The new SQL front end based on SQL++ now supports the easy queries in samples/sql but supporting the TPC-H and TPC-DS queries is going to be a tougher proposition.
Currently, only four TPC-H queries are parsed by the AsterixDB code, at least as I am now using it. These are queries 2, 17, 18, and 21. It will probably be easy to get them to convert to S-expressions. Of the ones that fail to get through the parser, many fail because of the date literal syntax, e.g.
date '1998-12-01'
which asterixDB SQL++ does not accept. There are 8 such (1,3,4,5,6,10,14,20). It seems like this kind of literal is NOT used in TPC-DS, which may use a different convention for date literals. If that's true, there might be a lexical fixup that would work. The remaining 10 failures have various causes, which will have to be tracked down.
There are 33 TPC-DS queries that get through the asterixDB parser (as opposed to 94 that got through Presto), but these are without using any of the lexical fixups that I used to get to 94 with presto. My guess is that asterixDB will require a different set of lexical fixups but perhaps some will be the same. AsterixDB uses JavaCC rather than ANTLR, so teasing apart the lexer and parser, as I did before, will have to be done differently.
The four TPC-H queries that get through AsterixDB unscathed now get converted to S-expressions identical to what the Presto-based version does. This is in addition to the small examples in samples/sql.
Hah. In $A/asterixdb/asterix-benchmark/src/main/resources/benchmarks/tpch/queries
are edited versions of the TPC-H queries which apparently work (haven't looked into it in detail). I don't know how heavily edited the queries are or whether the changes invalidate them as benchmarks.

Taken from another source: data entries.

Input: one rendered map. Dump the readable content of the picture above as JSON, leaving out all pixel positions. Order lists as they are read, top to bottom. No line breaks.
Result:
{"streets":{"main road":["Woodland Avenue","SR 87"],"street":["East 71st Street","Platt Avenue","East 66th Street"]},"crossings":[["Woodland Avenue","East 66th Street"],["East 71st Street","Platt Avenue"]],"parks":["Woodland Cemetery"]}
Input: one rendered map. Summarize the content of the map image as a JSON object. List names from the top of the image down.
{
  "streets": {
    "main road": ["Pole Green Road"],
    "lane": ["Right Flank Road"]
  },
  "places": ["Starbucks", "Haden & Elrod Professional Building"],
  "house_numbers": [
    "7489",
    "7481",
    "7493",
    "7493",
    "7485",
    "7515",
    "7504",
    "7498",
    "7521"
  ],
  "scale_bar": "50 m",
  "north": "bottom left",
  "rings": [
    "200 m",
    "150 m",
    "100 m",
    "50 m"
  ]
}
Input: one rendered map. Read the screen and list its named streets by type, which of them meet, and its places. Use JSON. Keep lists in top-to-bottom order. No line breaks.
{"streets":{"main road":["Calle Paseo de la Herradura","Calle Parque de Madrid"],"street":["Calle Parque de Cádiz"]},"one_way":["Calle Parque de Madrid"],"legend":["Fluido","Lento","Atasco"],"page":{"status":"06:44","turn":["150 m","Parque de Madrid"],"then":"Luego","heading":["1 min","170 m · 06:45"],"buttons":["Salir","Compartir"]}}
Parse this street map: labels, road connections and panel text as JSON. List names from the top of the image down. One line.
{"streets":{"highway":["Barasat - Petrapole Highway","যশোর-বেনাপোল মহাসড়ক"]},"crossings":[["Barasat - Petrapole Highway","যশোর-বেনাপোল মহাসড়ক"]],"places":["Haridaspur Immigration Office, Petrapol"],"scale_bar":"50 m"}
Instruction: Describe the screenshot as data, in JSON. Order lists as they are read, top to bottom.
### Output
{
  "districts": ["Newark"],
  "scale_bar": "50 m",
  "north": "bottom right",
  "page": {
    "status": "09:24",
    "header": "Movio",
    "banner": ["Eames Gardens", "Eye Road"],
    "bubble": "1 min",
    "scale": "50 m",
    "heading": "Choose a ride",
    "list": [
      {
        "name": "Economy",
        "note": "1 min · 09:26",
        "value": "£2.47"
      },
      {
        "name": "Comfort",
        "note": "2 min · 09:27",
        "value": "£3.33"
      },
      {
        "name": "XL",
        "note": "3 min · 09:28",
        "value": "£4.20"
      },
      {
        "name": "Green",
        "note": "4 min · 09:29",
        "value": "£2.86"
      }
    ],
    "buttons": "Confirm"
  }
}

When I resume work on 5/15 I will use these versions along with the "vanilla" originals to guide me. Meanwhile, I'm off for a week with no computer.
It appears that what AsterixDB has in that TPC-H queries directory are queries semantically equivalent to the ones we generate from the templates but different in a number of details. In some cases, they just take advantage of some SQL++ features. For dates and date intervals, it appears that they edit more heavily. Unfortunately, in the area of dates and intervals the actual SQL standard(s) are too weak (in addition to being too numerous) to be able to count on anything. But, AsterixDB does have support for dates and date intervals, leading me to believe that some judicious lexical fixups will result in our being able to support a larger number of TPC-H queries out of the box.
Whether or not I should be working hard to support the TPC-H and TPC-DS dialects of SQL is another matter. It appears that SQL++ is (1) a semantic superset of SQL, (2) a syntactic superset in most respects, but (3) perhaps not an exact syntactic superset. To the extent that it deviates from exact syntactic incorporation, I suspect the changes are good things, not to be fought against. For example, the expression is a top level production in SQL++, and the language generally appears to be more compositional than SQL.
Notwithstanding the previous, I tend to be stubborn when I get some beast by the tail, so I'm going to persist a bit longer in the exercise of seeing how much of what we supported via Presto can also be supported via AsterixDB/SQL++.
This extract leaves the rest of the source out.